Les victimes souhaitant être indemnisées devront déposer leur demande devant une commission spéciale, « une autorité indépendante, formée de personnes qualifiées, notamment de médecins nommés par le Haut conseil de la santé publique », explique Dominique Théophile. Une mesure qui permettrait d’ouvrir l’indemnisation à nombre de victimes pour l’instant non-reconnues. Aujourd’hui, seuls les ouvriers agricoles des bananeraies atteints de cancers de la prostate et certains enfants contaminés in utero peuvent prétendre à une reconnaissance de leur maladie.
Le texte rejeté en commission, face au « manque de consensus scientifique »
Dans l’hémicycle, les débats promettent d’être nourris. Le 2 avril, la commission de l’aménagement du territoire a en effet rejeté la proposition de loi. Une décision prise « à regret », indique la rapporteure du texte Nadège Havet (RDPI). « Le texte procède d’une louable intention de reconnaître le lourd préjudice sanitaire et écologique causé par le chlordécone », observe-t-elle dans son rapport. Il présente, en revanche, plusieurs « fragilités juridiques », souligne la sénatrice.

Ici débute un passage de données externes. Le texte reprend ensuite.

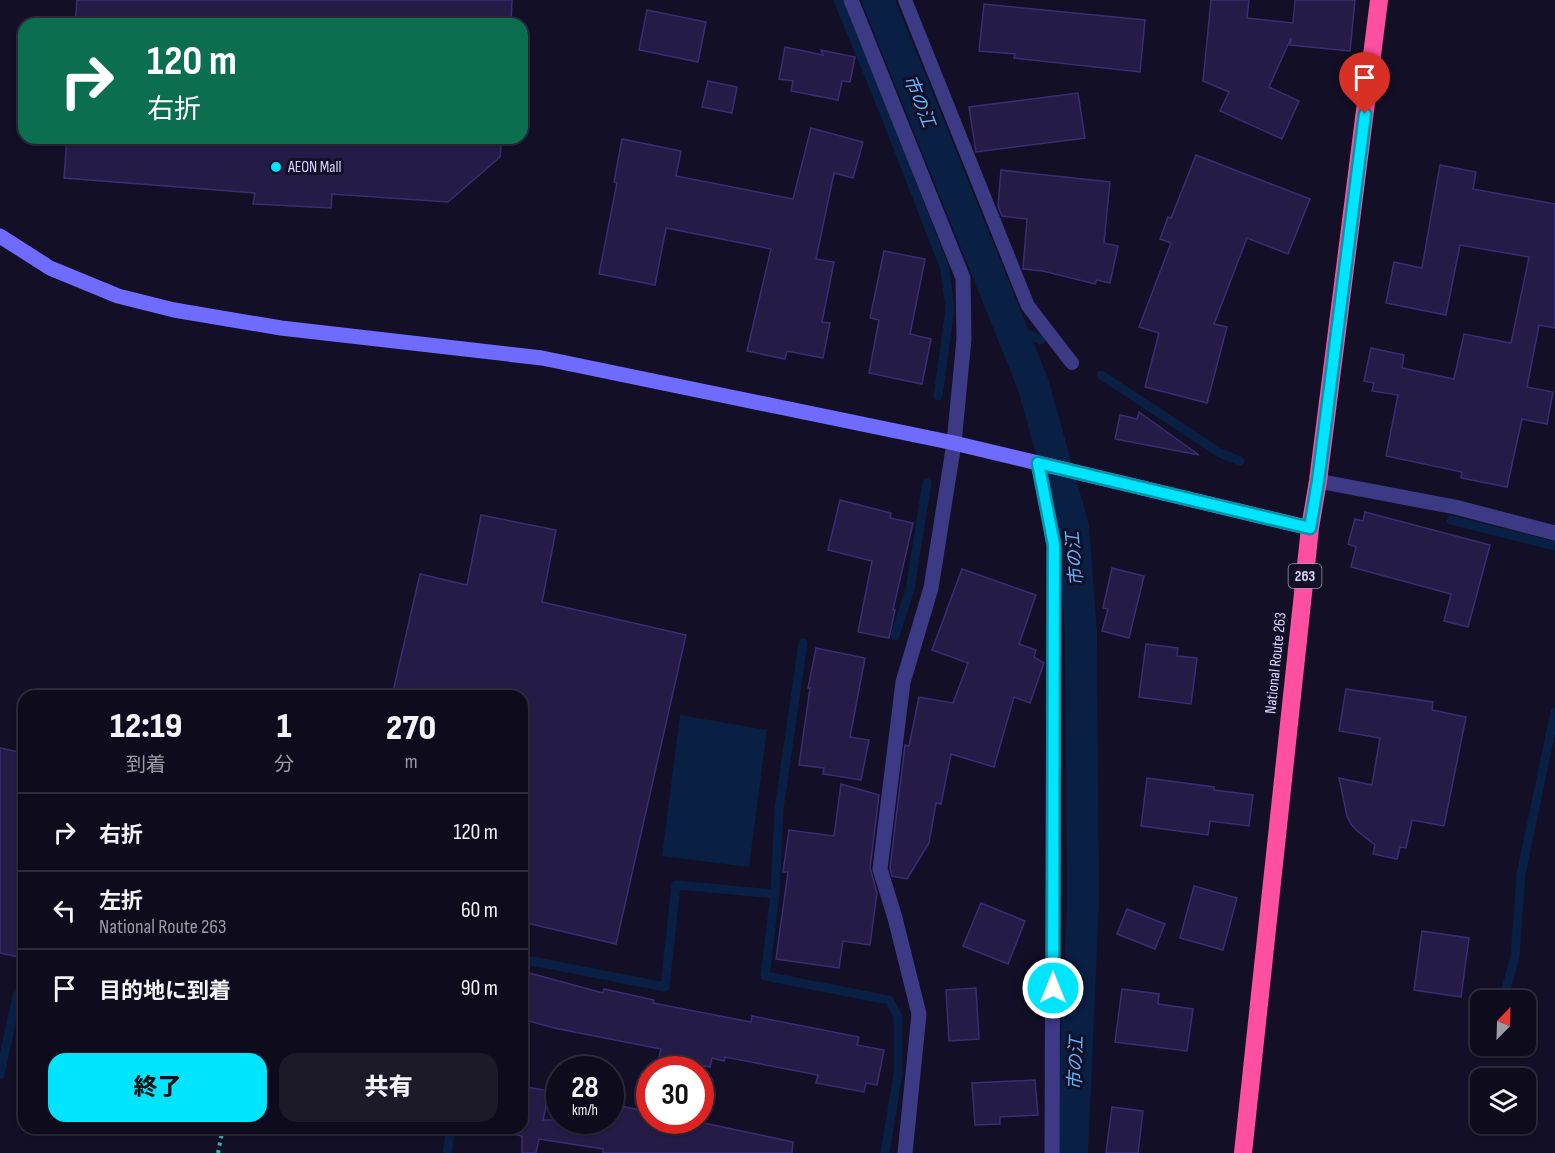 <!DOCTYPE html>
<html lang="ja">
<head>
<meta charset="utf-8">
<style>
	body { margin:0; font-family:"Sofia Sans Condensed","Noto Sans JP",sans-serif; background:#1c1929; color:#f1f3f6; height:100vh; display:flex; flex-direction:column; font-size:22px; white-space:nowrap }
	* { box-sizing:border-box; margin:0 }
	p { font-size:20px; color:#9b9ba3 }
	.icon { flex:none; width:33px; height:33px; fill:none; stroke:currentColor; stroke-width:2; stroke-linecap:round; stroke-linejoin:round }
	.map { position:relative; flex:1; overflow:hidden }
	.side { position:absolute; left:18px; top:690px; width:510px; height:444px; display:flex; flex-direction:column; background:#0e0b1c; border-radius:18px; box-shadow:0 2px 4px #0004,0 0 0 2px #2e2b3b }
	.side>* { flex:none }
	.guide { position:absolute; left:18px; top:18px; width:510px; height:126px; border-radius:18px; box-shadow:0 2px 4px #0004,0 0 0 2px #2e2b3b; background:#0b6e4f; color:#fff; overflow:hidden }
	.needle { width:39px; rotate:23deg }
	.buttons { position:absolute; left:1470px; top:990px; display:grid; gap:12px }
	.buttons a { display:grid; place-items:center; width:66px; height:66px; border-radius:12px; background:#0e0b1c; box-shadow:0 2px 4px #0004,0 0 0 2px #2e2b3b; font-size:30px }
	.speed { position:absolute; left:546px; top:1056px; display:flex; gap:12px; font-size:30px; font-weight:700; text-align:center }
	.speed>* { display:grid; place-content:center; width:78px; height:78px; border-radius:50%; background:#0e0b1c; box-shadow:0 2px 4px #0004,0 0 0 2px #2e2b3b; line-height:1 }
	.speed small { font-size:15px; font-weight:400 }
	.speed .limit { border:9px solid #d22; background:#fff; color:#111 }
	.pin { position:absolute; display:grid; place-items:center; width:51px; height:51px; color:#fff; margin:-62px -26px; border-radius:50% 50% 50% 0; rotate:-45deg; box-shadow:0 0 6px #0007 }
	.pin .icon { rotate:45deg }
	.me { position:absolute; width:66px; margin:-33px; rotate:0deg; stroke-linejoin:round; filter:drop-shadow(0 0 4px #0008) }
	.turn { display:flex; align-items:center; gap:21px; height:126px; padding:0 30px; font-size:27px }
	.turn .icon { width:78px; height:78px; stroke-width:2.5 }
	.turn b { display:block; font-size:42px; line-height:51px }
	.eta { display:flex; justify-content:space-evenly; align-items:center; height:102px; text-align:center }
	.eta b { font-size:36px; font-weight:800; line-height:42px }
	.button { display:flex; gap:12px; margin-top:auto; padding:12px 30px }
	.button a { flex:1; height:69px; border-radius:18px; background:#00e5ff; color:#111; font-size:24px; font-weight:800; line-height:69px; text-align:center }
	.button a+a { background:#1c1929; color:#f1f3f6 }
	ul { padding:0; list-style:none }
	li { display:flex; align-items:center; gap:18px; height:78px; padding:0 30px; border-top:2px solid #2e2b3b }
	li div { flex:1 }
	li b { display:block; font-size:22px }
	li em { font-style:normal }
	.map>svg:first-child { display:block }
</style>
</head>
<body>
<div class="map">
<svg width="1555" height="1153" viewBox="0 0 1555 1153">
	<rect width="100%" height="100%" fill="#130f26"/>
	<polygon fill="#0a1f44" points="680,715 767,730 749,867 662,856"/>
	<g fill="none" stroke-linecap="round" stroke-linejoin="round">
		<g stroke="#0a1f44" stroke-width="9">
			<polyline points="838,0 882,107 945,269 950,309 938,396"/>
			<polyline points="1011,327 1041,340"/>
			<polyline points="1101,375 1220,453 1240,461"/>
			<polyline points="1451,520 1555,546"/>
			<polyline points="895,636 910,589 927,483"/>
			<polyline points="803,643 779,809 775,894 765,976 889,1000 898,1017 898,1074 885,1153"/>
			<polyline points="522,959 665,987 676,885 775,894"/>
			<polyline points="1503,1000 1515,957 1521,874 1555,712"/>
			<polyline points="0,1075 17,995 24,996"/>
			<polyline points="447,1153 451,1128"/>
		</g>
		<polyline stroke="#0a1f44" stroke-width="32" points="878,0 1033,384 1073,527 1081,633 1083,904 1072,1153"/>
	</g>
	<g fill="#241b47" stroke="#3b2d73" stroke-width="1.5">
		<polygon points="77,0 512,0 511,24 75,24"/>
		<polygon points="1211,0 1249,0 1247,18 1293,23 1295,0 1355,0 1350,51 1290,45 1291,38 1269,87 1299,101 1282,139 1220,111 1229,92 1203,81"/>
		<polygon points="984,4 1145,20 1140,72 1014,58 1015,54 979,51"/>
		<polygon points="647,10 706,22 698,62 639,50"/>
		<polygon points="785,47 823,55 821,50 855,57 850,82 842,81 838,100 791,91 793,81 779,79"/>
		<polygon points="708,81 737,87 732,113 702,107"/>
		<polygon points="1078,93 1085,138 976,152 969,107"/>
		<polygon points="811,128 863,142 853,178 834,173 816,259 834,262 822,322 830,323 823,358 787,351 785,359 747,351 771,249 666,228 655,285 599,274 617,183 614,182 622,139 681,151 676,176 793,199"/>
		<polygon points="67,138 502,138 500,157 448,202 332,194 331,208 253,204 255,193 64,178"/>
		<polygon points="1196,155 1310,199 1288,254 1247,238 1214,324 1227,327 1207,403 1145,387 1159,333 1139,327 1171,243 1160,239 1168,217 1171,218"/>
		<polygon points="1440,165 1476,172 1473,189 1555,204 1555,328 1539,325 1527,387 1553,392 1547,424 1522,419 1507,487 1461,478 1462,472 1386,456 1398,395 1372,391 1374,383 1364,381 1371,348 1404,355 1402,368 1454,379 1464,334 1511,343 1529,257 1460,245 1446,315 1386,303 1394,262 1422,268"/>
		<polygon points="1001,170 1110,182 1104,243 1118,246 1110,283 1097,280 1095,284 1043,271 1023,269 1027,219 1002,216 998,206"/>
		<polygon points="884,251 925,259 910,334 931,339 922,384 869,373 879,320 870,318"/>
		<polygon points="1139,412 1199,455 1115,439 1120,415 1137,419"/>
		<polygon points="840,500 891,513 890,518 913,523 893,610 895,610 889,638 858,632 872,561 828,550"/>
		<polygon points="1365,512 1490,545 1468,627 1444,621 1451,594 1351,567 1356,547 1348,544 1355,519 1363,521"/>
		<polygon points="481,515 556,530 542,602 686,635 616,944 522,922 522,696 392,696 420,574 467,585"/>
		<polygon points="1112,568 1144,576 1129,638 1102,631 1108,609 1103,608"/>
		<polygon points="962,569 1036,595 1019,644 1036,650 1034,657 1044,663 1030,703 1014,697 994,767 951,754 941,804 936,803 929,843 907,879 892,876 890,868 905,745 909,746 919,697 953,703 968,663 932,650"/>
		<polygon points="1146,644 1178,648 1177,656 1197,658 1191,704 1139,697"/>
		<polygon points="816,648 865,658 850,737 869,740 861,780 823,774 824,768 799,765 810,688 808,688"/>
		<polygon points="1346,689 1433,702 1432,710 1466,717 1444,826 1412,820 1406,848 1400,847 1397,859 1373,854 1375,845 1356,830 1351,824 1347,816 1339,778 1372,785 1380,738 1339,731"/>
		<polygon points="0,748 24,753 24,958 0,953"/>
		<polygon points="1147,778 1214,787 1214,790 1253,795 1249,826 1210,821 1208,835 1141,826"/>
		<polygon points="841,784 879,795 870,868 877,893 870,945 843,941 839,968 776,959 788,872 783,872 789,830 834,836"/>
		<polygon points="1194,886 1237,898 1223,950 1180,938"/>
		<polygon points="981,903 1025,921 1008,964 963,946"/>
		<polygon points="1127,909 1165,924 1155,949 1117,934"/>
		<polygon points="1422,931 1469,938 1461,997 1414,990"/>
		<polygon points="522,971 603,993 604,989 654,1000 653,1003 751,1022 752,1016 859,1037 857,1045 884,1050 877,1085 866,1083 864,1092 816,1083 818,1075 725,1057 724,1061 712,1058 710,1067 659,1057 661,1049 554,1028 522,1019"/>
		<polygon points="976,988 979,1039 949,1041 946,990"/>
		<polygon points="1122,989 1159,994 1158,1004 1193,1009 1187,1051 1115,1042"/>
		<polygon points="1035,1080 1038,1115 1000,1117 1000,1124 975,1125 972,1083"/>
		<polygon points="522,1086 549,1091 543,1120 610,1120 610,1104 650,1112 650,1120 690,1120 793,1142 792,1153 603,1153 603,1149 539,1139 536,1153 522,1153 522,1136 512,1134 512,1128 522,1128"/>
		<polygon points="1112,1107 1143,1111 1138,1153 1106,1153"/>
	</g>
	<g fill="none" stroke-linecap="round" stroke-linejoin="round">
		<polyline stroke="#2fb8b0" stroke-width="4" stroke-dasharray="3 4.5" stroke-linecap="butt" points="218,1153 223,1128"/>
		<polyline stroke="#3d3a85" stroke-width="14" points="905,0 1028,306 1072,363"/>
		<g stroke="#3d3a85" stroke-width="15">
			<polyline points="851,0 963,278 964,339 954,443 931,588 903,682 880,869 895,918 919,1014 905,1153"/>
			<polyline points="1038,463 1054,545 1052,1153"/>
			<polyline points="1318,481 1455,507 1555,533"/>
		</g>
		<polyline stroke="#6f6bff" stroke-width="15" points="0,236 50,268 118,296 174,310 281,328 542,358 954,443 1310,528"/>
		<polyline stroke="#ff4fa3" stroke-width="18" points="1243,1153 1310,528 1318,481 1379,0"/>
	</g>
	<g fill="none" stroke-linecap="round" stroke-linejoin="round">
		<g stroke="#0095a6" stroke-width="15">
			<polyline id="route" points="1053,988 1054,545 1038,463 1310,528 1318,481 1365,114"/>
		</g>
		<use href="#route" stroke="#00e5ff" stroke-width="10"/>
	</g>
	<circle fill="#00e5ff" stroke="#130f26" stroke-width="2" cx="276" cy="167" r="6"/>
	<g text-anchor="middle" dominant-baseline="central" stroke-width="6" stroke-linejoin="round" paint-order="stroke">
		<rect fill="#130f26" stroke="#9e99be" stroke-width="1.5" x="1288.5" y="564" width="33" height="24" rx="4.5"/>
		<g font-size="15" font-weight="bold" fill="#d9d4ff">
			<text x="1305" y="576">263</text>
		</g>
		<g font-size="16" fill="#d9d4ff" stroke="#130f26" text-anchor="start">
			<text x="288" y="167">AEON Mall</text>
		</g>
		<g font-size="16" fill="#d9d4ff" stroke="#130f26">
			<text transform="translate(1276 663) rotate(-84)">National Route 263</text>
		</g>
		<g font-size="18" font-style="italic" fill="#62b6ff" stroke="#130f26">
			<text transform="translate(919 101) rotate(68)">市の江</text>
			<text transform="translate(1075 559) rotate(-95)">市の江</text>
			<text transform="translate(1076 1063) rotate(-88)">市の江</text>
		</g>
	</g>
</svg>
<div class="buttons">
<a><svg class="needle" viewBox="-14 -14 28 28"><path d="M0-13l5 13h-10z" fill="#e53935"/><path d="M0 13l5-13h-10z" fill="#9b9ba3"/></svg></a>
<a><svg class="icon" aria-label="layers" viewBox="0 0 24 24"><path d="M12 4l9 5-9 5-9-5zM3 14l9 5 9-5"/></svg></a>
</div>
<div class="speed"><div>28<small>km/h</small></div><div class="limit">30</div></div>
<div class="pin" style="left:1365px;top:114px;background:#d93025"><svg class="icon" aria-label="arrive" viewBox="0 0 24 24"><path d="M6 21V4h12l-3 4 3 4H6"/></svg></div>
<svg class="me" style="left:1053px;top:988px" viewBox="-20 -20 40 40"><circle r="17" fill="#00e5ff" stroke="#fff" stroke-width="3"/><path d="M0-11L8 9 0 5-8 9z" fill="#fff"/></svg>
<div class="guide">
<div class="turn"><svg class="icon" aria-label="right" viewBox="0 0 24 24"><path d="M7 20v-9h11M14 6l5 5-5 5"/></svg><div><b>120 m</b>右折</div></div>
</div>
<section class="side">
<div class="eta">
<div><b>12:19</b><p>到着</p></div>
<div><b>1</b><p>分</p></div>
<div><b>270</b><p>m</p></div>
</div>
<ul>
<li><svg class="icon" aria-label="right" viewBox="0 0 24 24"><path d="M7 20v-9h11M14 6l5 5-5 5"/></svg><div><b>右折</b></div><em>120 m</em></li>
<li><svg class="icon" aria-label="left" viewBox="0 0 24 24"><path d="M17 20v-9H6M10 6l-5 5 5 5"/></svg><div><b>左折</b><p>National Route 263</p></div><em>60 m</em></li>
<li><svg class="icon" aria-label="arrive" viewBox="0 0 24 24"><path d="M6 21V4h12l-3 4 3 4H6"/></svg><div><b>目的地に到着</b></div><em>90 m</em></li>
</ul>
<div class="button"><a>終了</a><a>共有</a></div>
</section>
</div>
</body>
</html>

Pour Nadège Havet, le texte conduirait ainsi à « élargir le champ de l’indemnisation au-delà des certitudes scientifiques », la relation entre certaines pathologies et l’exposition au chlordécone étant « encore mal définie scientifiquement ». « Si c’est par manque de consensus scientifique que le texte n’est pas adopté, c’est que les sénateurs ne connaissent pas l’histoire du chlordécone », dénonce de son côté Dominique Théophile.
« Ce n’est pas parce que le sujet concerne l’Outre-mer qu’on doit être moins disant »
La création d’un comité d’indemnisation des victimes semble également poser problème à la commission. Celle-ci ne répond pas à « l’objectif de simplification et de lisibilité de l’action publique », observe le rapport. « Nous ne demandons ni plus ni moins que ce qui existe déjà pour indemniser les victimes de l’amiante. Ce n’est pas parce que le sujet concerne des territoires d’Outre-mer qu’on doit être moins disant, on a le droit à un traitement équitable », fustige Dominique Théophile.
Plus qu’une reconnaissance et une indemnisation, le sénateur de Guadeloupe envisage en effet son texte comme un moyen « de pacifier les relations entre l’Etat et les Outre-mer ». « Soit on continue comme aujourd’hui, avec des reconnaissances de victimes au compte-goutte, au risque de créer des dissensions. Soit l’Etat pacifie tout cela et facilite une reconnaissance globale des victimes », observe Dominique Théophile. Le 11 mars dernier, la cour administrative d’appel a en effet déjà condamné l’Etat à indemniser 1 300 victimes, démontrant un « préjudice moral d’anxiété » lié à l’exposition au chlordécone.